La stessa Sinister Film che, sempre per quanto riguarda fanta-produzioni impreziosite da ricco comparto attoriale, ristampa per il mercato dell’home video digitale Meteor (1979) di Ronald Neame, praticamente precursore di disaster movie di fine XX secolo quali Deep impact (1998) di Mimi Leder e Armageddon – Giudizio finale (1998) di Michael Bay.

Infatti, ispirato ad un autentico rapporto del MIT chiamato Progetto Icaro e introdotto da titoli di testa chiaramente debitori nei confronti di Superman (1978) di Richard Donner, vede Martin Landau, Natalie Wood e Karl Malden al fianco di uno Sean Connery nei panni del dottor Paul Bradley, costretto a lasciare la regata a vela a cui sta partecipando per raggiungere gli uffici del suo ex capo a causa di un incidente appena verificatosi: una cometa è entrata in collisione con l’asteroide Orfeo, riducendolo in pezzi e facendo sì che uno dei frammenti abbia distrutto la navicella con a bordo tre astronauti in orbita intorno a Giove.

Frammento che, di conseguenza, pare si stia dirigendo proprio verso la Terra, mettendola in serissimo pericolo e generando non poco scompiglio prima che i protagonisti riescano nell’impresa di trovare una soluzione al problema ed evitare la devastazione totale.

Fino al momento in cui la lunga attesa nei confronti della spettacolarità viene ricompensata da un’ultima parte dispensatrice di colossali catastrofi a base di crolli di edifici ed alluvioni spazza-tutto che fanno la felicità di chi, da sempre, segue il filone caro a Terremoto (1974) di Mark Robson, ma anche ad Asteroid vs Earth (2014) di Christopher Ray.

luomo-terminale  

Il solo trailer a rappresentarne gli extra, come pure per L’uomo terminale (1974), altra riscoperta sinisteriana su disco, in questo caso diretta dal Mike Hodges autore di Flash Gordon (1980), nonché elegante trasposizione in fotogrammi di un romanzo di Michael Crichton.

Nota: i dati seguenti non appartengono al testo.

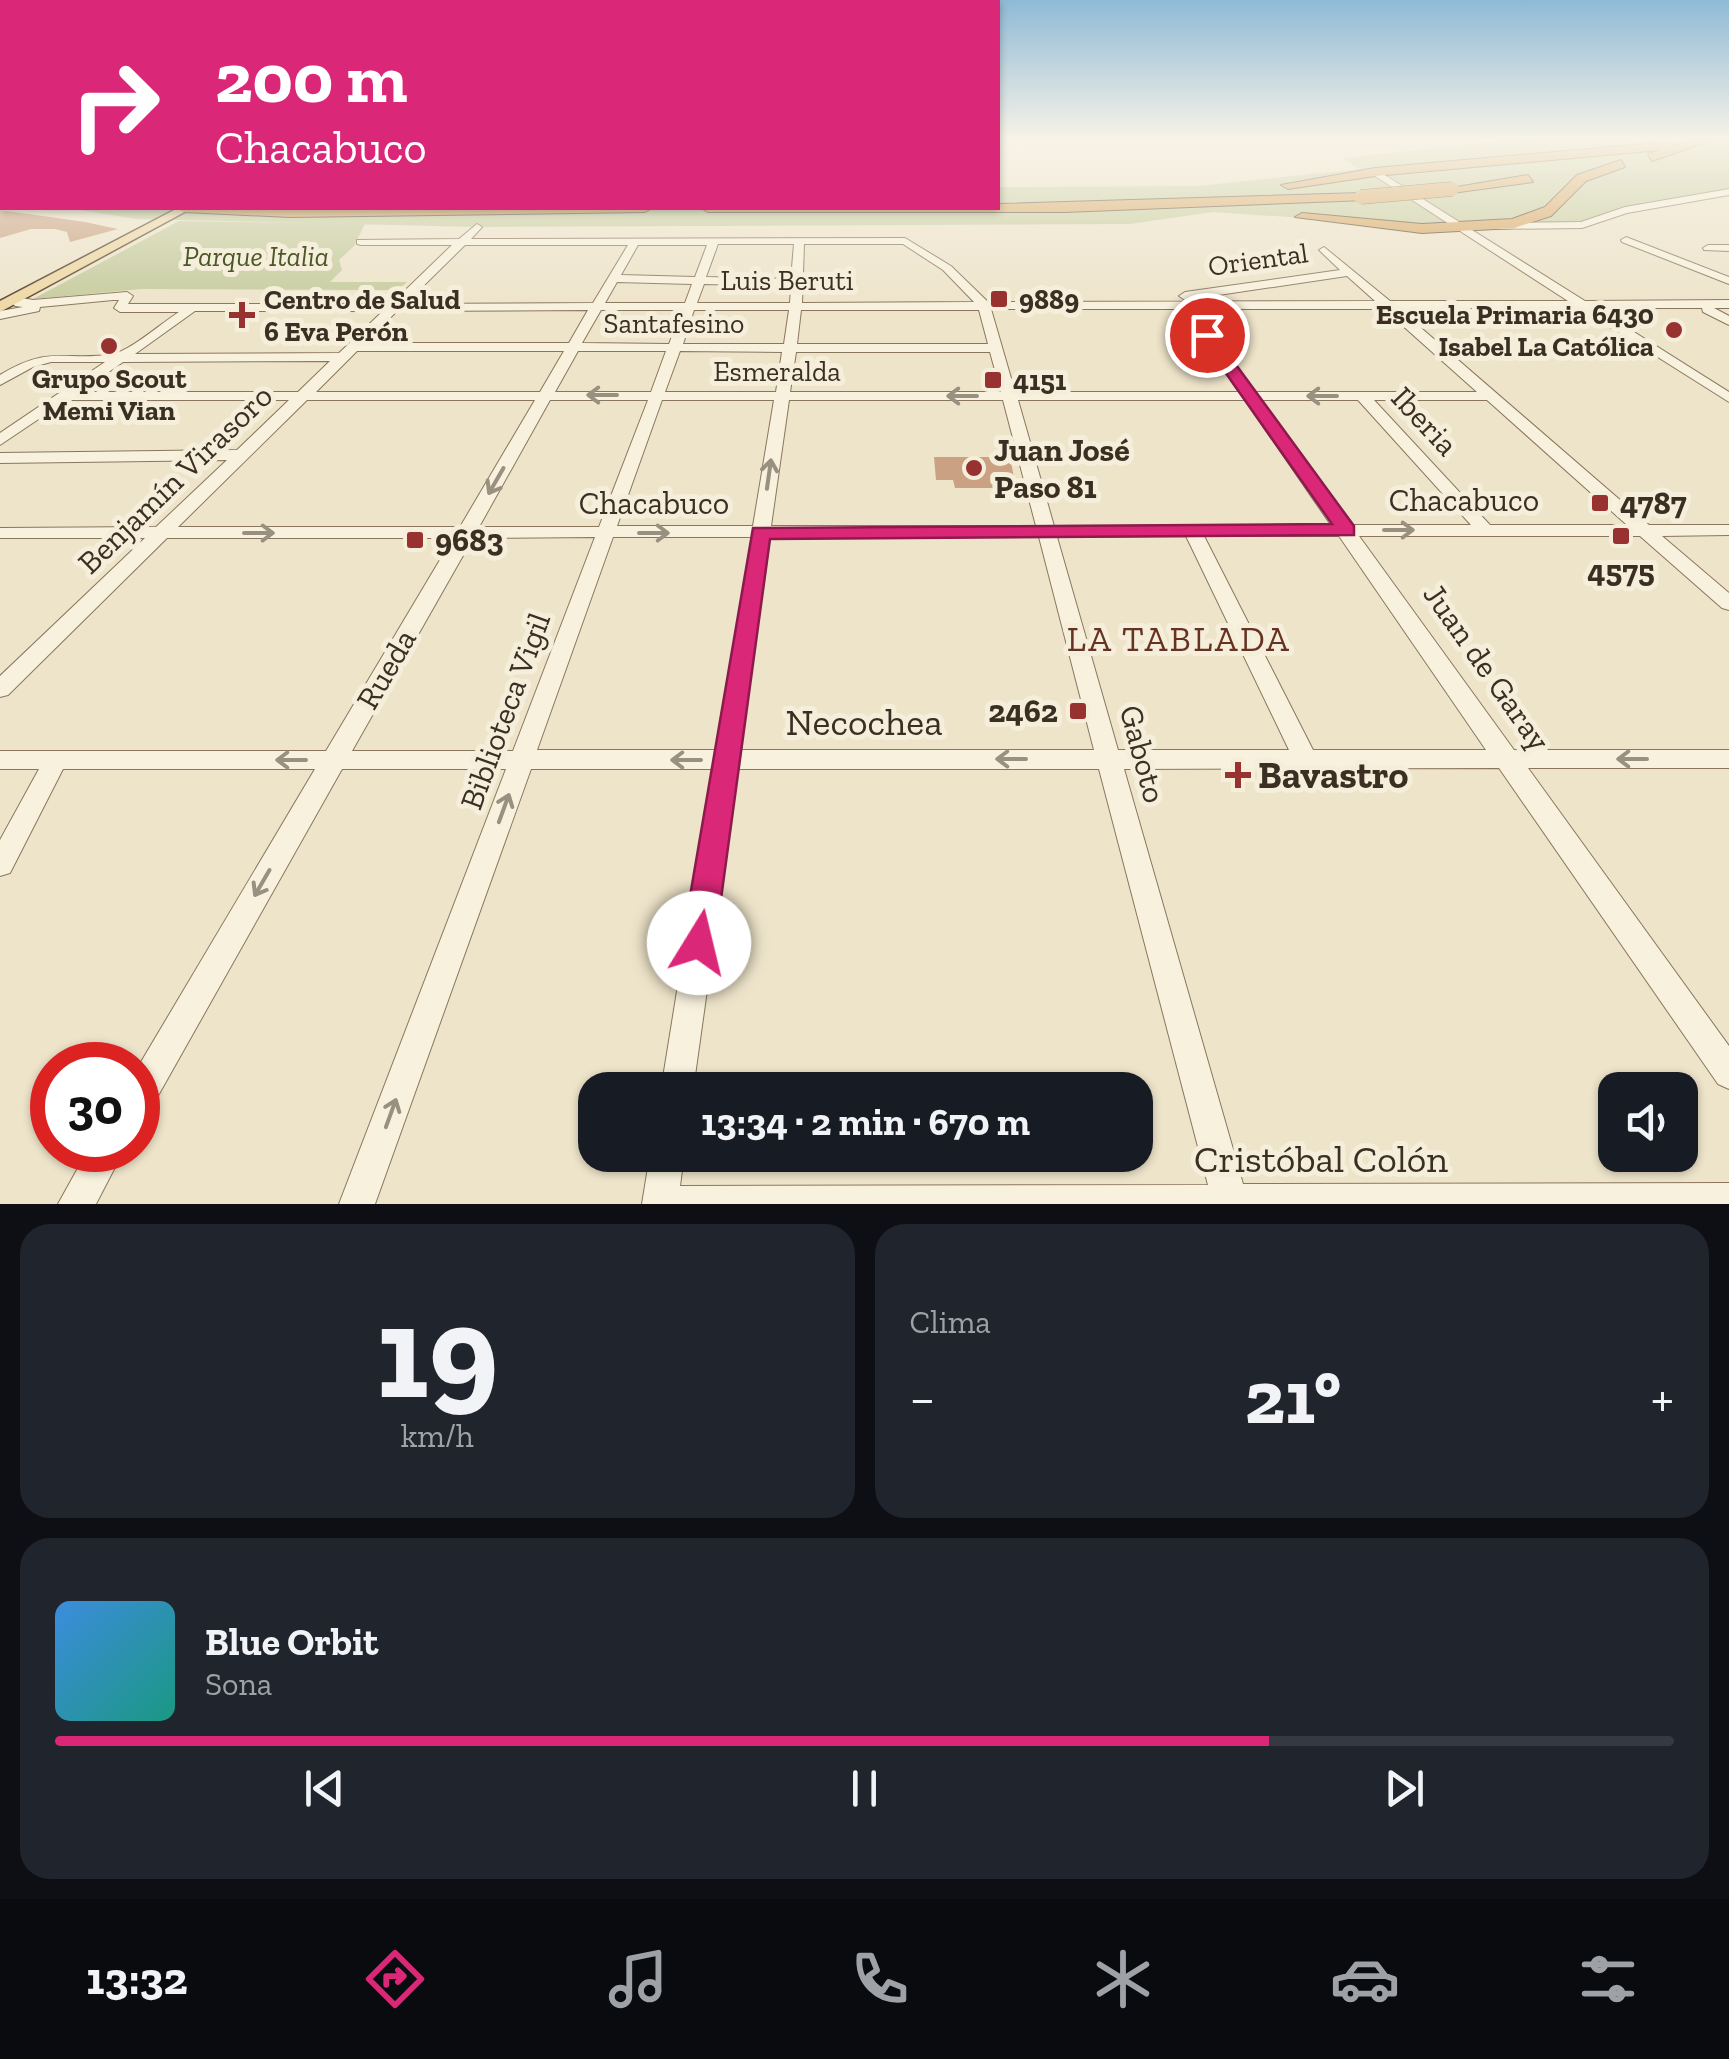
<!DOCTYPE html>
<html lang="es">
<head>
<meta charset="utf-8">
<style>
  :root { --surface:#171b24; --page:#20242c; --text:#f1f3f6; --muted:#9ea1a6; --line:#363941; --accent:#db2777 }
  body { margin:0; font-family:"Zilla Slab",serif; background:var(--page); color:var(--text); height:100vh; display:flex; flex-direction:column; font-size:38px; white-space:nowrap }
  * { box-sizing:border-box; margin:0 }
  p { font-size:32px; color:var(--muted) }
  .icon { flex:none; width:55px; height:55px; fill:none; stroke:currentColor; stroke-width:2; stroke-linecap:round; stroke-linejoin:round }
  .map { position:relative; height:1204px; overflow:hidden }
  .side { display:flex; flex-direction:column; gap:20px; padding:20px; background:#0d0f14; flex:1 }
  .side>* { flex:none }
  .banner { position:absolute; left:0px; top:0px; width:1000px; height:210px; box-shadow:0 2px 8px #0004; background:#db2777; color:#fff; overflow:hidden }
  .tools { position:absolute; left:1598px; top:1072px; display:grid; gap:20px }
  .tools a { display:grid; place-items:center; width:100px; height:100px; border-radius:20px; background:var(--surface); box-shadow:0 2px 8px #0004; font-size:50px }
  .speed { position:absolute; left:30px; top:1042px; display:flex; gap:20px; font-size:50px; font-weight:700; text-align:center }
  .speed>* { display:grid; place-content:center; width:130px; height:130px; border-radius:50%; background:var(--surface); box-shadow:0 2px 8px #0004; line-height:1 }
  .speed .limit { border:15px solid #d22; background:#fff; color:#111 }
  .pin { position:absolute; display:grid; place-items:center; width:85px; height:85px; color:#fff; margin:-42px; border:5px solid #fff; border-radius:50%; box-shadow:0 2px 10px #0007 }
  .me { position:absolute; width:110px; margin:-55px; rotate:9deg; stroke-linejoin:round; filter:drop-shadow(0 0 8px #0008) }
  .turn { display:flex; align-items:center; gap:35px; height:210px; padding:0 50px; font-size:45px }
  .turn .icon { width:130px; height:130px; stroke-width:2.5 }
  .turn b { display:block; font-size:70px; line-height:85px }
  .big { font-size:75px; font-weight:800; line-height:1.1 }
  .side .tile { flex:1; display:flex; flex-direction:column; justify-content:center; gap:15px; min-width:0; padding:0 35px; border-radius:30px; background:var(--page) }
  .side .dial { align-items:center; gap:0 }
  .dial b { font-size:130px; line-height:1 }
  .song { display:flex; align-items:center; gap:30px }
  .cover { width:120px; height:120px; border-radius:15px; background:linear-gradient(135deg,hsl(210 70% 55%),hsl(170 70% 35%)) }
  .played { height:10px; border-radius:5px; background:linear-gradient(90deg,var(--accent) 75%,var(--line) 75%) }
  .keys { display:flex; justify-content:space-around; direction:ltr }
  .heat { display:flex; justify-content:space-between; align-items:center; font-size:55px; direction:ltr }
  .side .tiles { flex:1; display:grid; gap:20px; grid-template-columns:1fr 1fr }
  .tile:last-child { grid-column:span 2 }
  .trip { position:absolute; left:578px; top:1072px; width:575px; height:100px; border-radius:30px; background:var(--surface); box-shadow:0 2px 8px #0004; font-weight:800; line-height:100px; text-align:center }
  .menu { display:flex; height:160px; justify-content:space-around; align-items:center; background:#090b0e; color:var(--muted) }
  .menu .icon { width:70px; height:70px }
  .menu .active { color:var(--accent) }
  .menu b { font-size:45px; color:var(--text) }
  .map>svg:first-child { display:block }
</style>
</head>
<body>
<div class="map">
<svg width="1729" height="1204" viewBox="0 0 1729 1204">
  <rect width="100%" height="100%" fill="#eee4ca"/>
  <path fill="#c6cc9e" d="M1508 140H1729V192L1625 210 1582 225H1408L1213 212 1130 224 477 227 136 219 67 208H998V187L1197 186 1359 169 1343 158Z
    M179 221 365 224 354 246 339 260 342 270 330 282H407L398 290 141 289 33 299Z"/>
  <path fill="#caa182" d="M0 210 85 222 118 229 70 242 67 232 55 229H31L0 238Z
    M934 457H1010L1016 488H955L953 480H936Z"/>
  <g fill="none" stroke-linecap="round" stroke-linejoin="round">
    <g stroke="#8a765f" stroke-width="2">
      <path id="minor" d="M1375 169 1585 301 1729 300V308H1714L1729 316V325L1703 312 1702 308H1596L1729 392V402L1580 308H1398L1649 525H1729V535L1662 536 1729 593V610L1722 608 1640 536H1359L1514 750H1729V768H1528L1729 1046V1089L1718 1084 1499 768 1124 769 1243 1184 1729 1183V1204H642L650 1155H684L680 1186 1208 1185 1099 769H738L693 1090H661L713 769H531L375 1204H339L506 769H342L150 1110 138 1114V1067L315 769H63L10 873 0 876V840L39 769H0V751H326L453 538H167L8 695 0 697V676L145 538H0V528L156 527 227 460 0 463V453L237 450 289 400H67L0 445V433L105 362H51L33 367 0 385V375C51 344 64 362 113 354 130 351 163 322 179 312H120L114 308 119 300H113L40 307 39 311 0 319V311L23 307 15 306 9 299 11 296 33 300 127 292 133 296 128 304H391L452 245H361L357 244V240L459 239 477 224 482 227 471 239 905 238 951 266 988 302 1375 301 1347 276 1185 300 1179 296 1185 292 1340 270 1319 250 1324 247 1390 301H1568L1372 174ZM718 244H794L791 279 706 277ZM804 244H903L943 270 974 302 802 303ZM465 245H628L593 303 405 304ZM638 245H707L695 277 621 275ZM617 282 692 284 685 303H605ZM704 284 791 286 790 303H697ZM991 309H1182L1239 392H1015ZM1194 309H1384L1477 392H1254ZM588 310 569 343H365L397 311ZM601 310H682L669 344 582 343ZM694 310H789L784 344H683ZM801 310H979L988 344H797ZM195 311H383L361 332 284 331 278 335 284 339 353 340 339 353 135 354ZM357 351H564L540 392H316ZM578 351H666L651 392H555ZM680 351 782 352 776 392H665ZM796 352H990L1001 392H790ZM330 361 298 392H80L123 362ZM307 400H535L460 527H178ZM550 400H648L599 527H479ZM662 400H774L753 526H617ZM789 400H1003L1036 526H771ZM1018 400H1245L1331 525 1054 526ZM1260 400H1358L1471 525H1351ZM1374 400H1487L1627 525H1490ZM1186 536 1289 750H1118L1057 537ZM1204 536H1339L1486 750H1313ZM595 537 513 751H352L473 538ZM613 537H752L717 750H537ZM770 537H1039L1094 750H740Z
        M1729 189V195L1627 213 1582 228 1492 229 1487 226 1492 223 1581 222 1625 207Z
        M1626 237 1729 277V284L1622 242 1621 240Z
        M1708 245H1729V251L1704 250 1703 248Z
        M88 1150H124L96 1204H58Z"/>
    </g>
    <g stroke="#584532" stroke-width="3">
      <path id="major" d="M178 208H192L0 312V301Z"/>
    </g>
    <g stroke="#584532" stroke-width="2">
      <path id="highway" d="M1695 140H1712L1652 161 1648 154 1661 150 1375 176 1288 189 1281 185 1375 168 1668 142 1674 146Z
        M0 157H2V165H0Z
        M1621 160 1625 167 1586 181 1551 216 1514 228 1422 233 1295 217 1302 213 1422 224 1512 219 1545 207 1577 175Z
        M1528 175 1533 182 1452 193 1445 189Z
        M1361 193 1366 200 1065 212H708L701 208H998V204Z
        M176 208H652L645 212 290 217 183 212Z"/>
    </g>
    <use href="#minor" fill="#f8f1dd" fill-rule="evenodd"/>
    <use href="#major" fill="#eed8a5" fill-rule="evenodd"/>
    <use href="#highway" fill="#d8a560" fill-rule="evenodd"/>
    <g stroke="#584532" stroke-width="15" stroke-linecap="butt">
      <path id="highway-bridge" d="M1361 197 1452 189"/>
    </g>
    <use href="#highway-bridge" stroke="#d8a560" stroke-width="14"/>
  </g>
  <defs><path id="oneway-shaft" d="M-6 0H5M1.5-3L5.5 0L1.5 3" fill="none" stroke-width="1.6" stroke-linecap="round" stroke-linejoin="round" transform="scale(2.5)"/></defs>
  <g stroke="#9a9080">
    <use href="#oneway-shaft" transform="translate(602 395) rotate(-180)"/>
    <use href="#oneway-shaft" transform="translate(962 396) rotate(-180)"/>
    <use href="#oneway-shaft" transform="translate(1322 396) rotate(180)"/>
    <use href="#oneway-shaft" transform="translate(769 474) rotate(-82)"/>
    <use href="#oneway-shaft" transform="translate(496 481) rotate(120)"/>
    <use href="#oneway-shaft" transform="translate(1399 530)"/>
    <use href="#oneway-shaft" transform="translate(259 533)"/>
    <use href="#oneway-shaft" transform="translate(654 533)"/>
    <use href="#oneway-shaft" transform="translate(1011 759) rotate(180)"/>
    <use href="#oneway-shaft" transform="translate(1632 759) rotate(180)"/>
    <use href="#oneway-shaft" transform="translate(291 760) rotate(180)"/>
    <use href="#oneway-shaft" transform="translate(686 760) rotate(180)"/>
    <use href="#oneway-shaft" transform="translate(504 808) rotate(-70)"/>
    <use href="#oneway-shaft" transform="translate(262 883) rotate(120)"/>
    <use href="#oneway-shaft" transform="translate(391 1113) rotate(-70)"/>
  </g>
  <linearGradient id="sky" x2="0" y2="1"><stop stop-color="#8fbad6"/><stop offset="0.45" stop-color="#f7f3e7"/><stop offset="1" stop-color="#f7f3e7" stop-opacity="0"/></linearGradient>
  <rect width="1729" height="308" fill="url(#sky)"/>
  <path fill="#db2777" stroke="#8e194d" stroke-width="2.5" d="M1202 332H1212L1354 526V535L770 539 715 943 710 954 699 958 687 954 682 943 753 528 1332 524 1199 335Z"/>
  <g fill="#973231" stroke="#f5eeda" stroke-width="4">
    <rect x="989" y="289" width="20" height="20" rx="5"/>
    <path d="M237 300h10v10h10v10h-10v10h-10v-10h-10v-10h10z"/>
    <circle cx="1674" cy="330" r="10"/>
    <circle cx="109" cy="346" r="10"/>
    <rect x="983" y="370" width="20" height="20" rx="5"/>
    <circle cx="974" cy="468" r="10"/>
    <rect x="1590" y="493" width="20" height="20" rx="5"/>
    <rect x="1611" y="526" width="20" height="20" rx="5"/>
    <rect x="405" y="530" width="20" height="20" rx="5"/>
    <rect x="1068" y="701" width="20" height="20" rx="5"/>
    <path d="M1233 760h10v10h10v10h-10v10h-10v-10h-10v-10h10z"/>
  </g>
  <g text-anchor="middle" stroke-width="10" stroke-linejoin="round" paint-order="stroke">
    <g font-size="28" font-style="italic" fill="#4a5729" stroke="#f5eeda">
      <text x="256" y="266">Parque Italia</text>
    </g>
    <g font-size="28" fill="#3b2e22" stroke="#f5eeda">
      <text transform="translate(1258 259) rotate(-8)" y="10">Oriental</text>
      <text x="787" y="290">Luis Beruti</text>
      <text x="674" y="333">Santafesino</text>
      <text x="777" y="381">Esmeralda</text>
    </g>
    <g font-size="28" font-weight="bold" fill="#3b2e22" stroke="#f5eeda" text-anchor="start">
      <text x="264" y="309">Centro de Salud<tspan x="264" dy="32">6 Eva Perón</tspan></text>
      <text x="1019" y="309">9889</text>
      <text x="1654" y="324" text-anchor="end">Escuela Primaria 6430<tspan x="1654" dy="32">Isabel La Católica</tspan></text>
      <text x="109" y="388" text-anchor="middle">Grupo Scout<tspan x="109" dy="32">Memi Vian</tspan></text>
      <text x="1013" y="390">4151</text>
    </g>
    <g font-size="32" fill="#3b2e22" stroke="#f5eeda">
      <text transform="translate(1425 421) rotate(47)" y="11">Iberia</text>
      <text transform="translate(175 479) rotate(-44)" y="11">Benjamín Virasoro</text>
      <text x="1464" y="511">Chacabuco</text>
      <text x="654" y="514">Chacabuco</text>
      <text transform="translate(1487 667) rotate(55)" y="11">Juan de Garay</text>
      <text transform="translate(386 669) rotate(-60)" y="11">Rueda</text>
      <text transform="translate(505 711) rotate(-70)" y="11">Biblioteca Vigil</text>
      <text transform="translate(1143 754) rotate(75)" y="11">Gaboto</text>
    </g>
    <g font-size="32" font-weight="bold" fill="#3b2e22" stroke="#f5eeda" text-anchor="start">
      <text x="994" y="461">Juan José<tspan x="994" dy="37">Paso 81</tspan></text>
      <text x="1620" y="514">4787</text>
      <text x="435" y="551">9683</text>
      <text x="1621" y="582" text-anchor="middle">4575</text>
      <text x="1058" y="722" text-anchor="end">2462</text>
    </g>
    <g font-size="35" letter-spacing="2.5" fill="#663222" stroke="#f5eeda">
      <text x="1179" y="651">LA TABLADA</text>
    </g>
    <g font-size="38" fill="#3b2e22" stroke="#f5eeda">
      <text x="864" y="735">Necochea</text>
      <text x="1321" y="1172">Cristóbal Colón</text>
    </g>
    <g font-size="38" font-weight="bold" fill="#3b2e22" stroke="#f5eeda" text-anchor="start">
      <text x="1258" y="788">Bavastro</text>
    </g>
  </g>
</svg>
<div class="tools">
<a><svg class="icon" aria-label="sound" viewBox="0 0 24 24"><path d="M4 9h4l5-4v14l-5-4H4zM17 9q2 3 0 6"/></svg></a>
</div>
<div class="speed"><div class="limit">30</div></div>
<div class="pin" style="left:1207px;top:335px;background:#d93025"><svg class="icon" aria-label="arrive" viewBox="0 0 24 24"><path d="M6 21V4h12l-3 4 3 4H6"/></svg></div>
<svg class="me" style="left:699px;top:943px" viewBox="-20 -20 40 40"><circle r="19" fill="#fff"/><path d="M0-13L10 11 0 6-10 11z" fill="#db2777"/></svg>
<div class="trip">13:34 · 2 min · 670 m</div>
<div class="banner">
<div class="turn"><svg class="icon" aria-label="right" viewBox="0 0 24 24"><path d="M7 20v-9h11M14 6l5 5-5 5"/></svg><div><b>200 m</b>Chacabuco</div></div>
</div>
</div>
<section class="side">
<div class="tiles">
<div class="tile dial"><b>19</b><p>km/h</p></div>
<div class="tile"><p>Clima</p>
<div class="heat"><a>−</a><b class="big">21°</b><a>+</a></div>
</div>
<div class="tile">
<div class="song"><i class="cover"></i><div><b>Blue Orbit</b><p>Sona</p></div></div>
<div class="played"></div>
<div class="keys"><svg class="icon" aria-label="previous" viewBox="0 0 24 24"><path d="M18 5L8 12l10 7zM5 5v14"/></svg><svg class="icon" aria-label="pause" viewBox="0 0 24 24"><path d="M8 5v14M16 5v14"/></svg><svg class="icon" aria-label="next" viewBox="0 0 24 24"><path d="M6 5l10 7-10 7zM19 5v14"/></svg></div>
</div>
</div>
</section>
<nav class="menu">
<b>13:32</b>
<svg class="icon active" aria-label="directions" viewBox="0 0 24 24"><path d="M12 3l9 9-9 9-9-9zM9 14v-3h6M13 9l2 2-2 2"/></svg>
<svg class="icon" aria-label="music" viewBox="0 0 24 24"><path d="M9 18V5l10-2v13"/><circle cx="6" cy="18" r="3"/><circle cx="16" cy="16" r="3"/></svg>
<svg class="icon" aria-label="phone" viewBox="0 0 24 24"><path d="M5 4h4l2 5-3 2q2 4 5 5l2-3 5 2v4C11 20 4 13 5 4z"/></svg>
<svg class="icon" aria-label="climate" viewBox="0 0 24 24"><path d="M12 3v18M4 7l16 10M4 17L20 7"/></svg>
<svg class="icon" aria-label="car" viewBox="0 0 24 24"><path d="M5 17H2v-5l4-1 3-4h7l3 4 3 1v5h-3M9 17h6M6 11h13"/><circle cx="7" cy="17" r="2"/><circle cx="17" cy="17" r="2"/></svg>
<svg class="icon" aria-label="filters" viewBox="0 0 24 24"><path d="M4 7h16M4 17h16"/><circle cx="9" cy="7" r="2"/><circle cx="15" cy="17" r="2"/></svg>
</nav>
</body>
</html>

Fornita di un’estetica cyber-punk che guarda evidentemente all’intramontabile Arancia meccanica (1971) di Stanley Kubrick, la assurda vicenda del tecnico elettronico – ed entusiasta costruttore di robot – Benson, il quale, incarnato da un George Segal perfettamente calato nel ruolo, prima viene colpito da una malattia al cervello che arriva a renderlo improvvisamente aggressivo e pericoloso, poi si sottopone ad un’operazione chirurgica sperimentale – mirata ad ovviare il problema – durante la quale si ritrova impiantati alcuni elettrodi.

Un’elettrostimolazione che, però, sortisce a quanto pare un effetto contrario rispetto a quello cercato, tanto che le crisi diventano sempre più frequenti, trascinandolo in un vero e proprio involucro di pazzia.

Man mano che i cento minuti totali vengono costruiti attraverso lenti ritmi di narrazione e che non solo l’ultima mezz’ora tende a sfiorare l’horror tirando in ballo qualche morto e una spruzzata di splatter, ma, proprio come nel menzionato capolavoro della Settima arte interpretato da Malcolm McDowell, è una colonna sonora a base di musica classica (qui le trenta variazioni dell’Aria composta da Johann Sebastian Bach) a generare l’indispensabile contrasto con la furia scatenata di cui è preda Benson.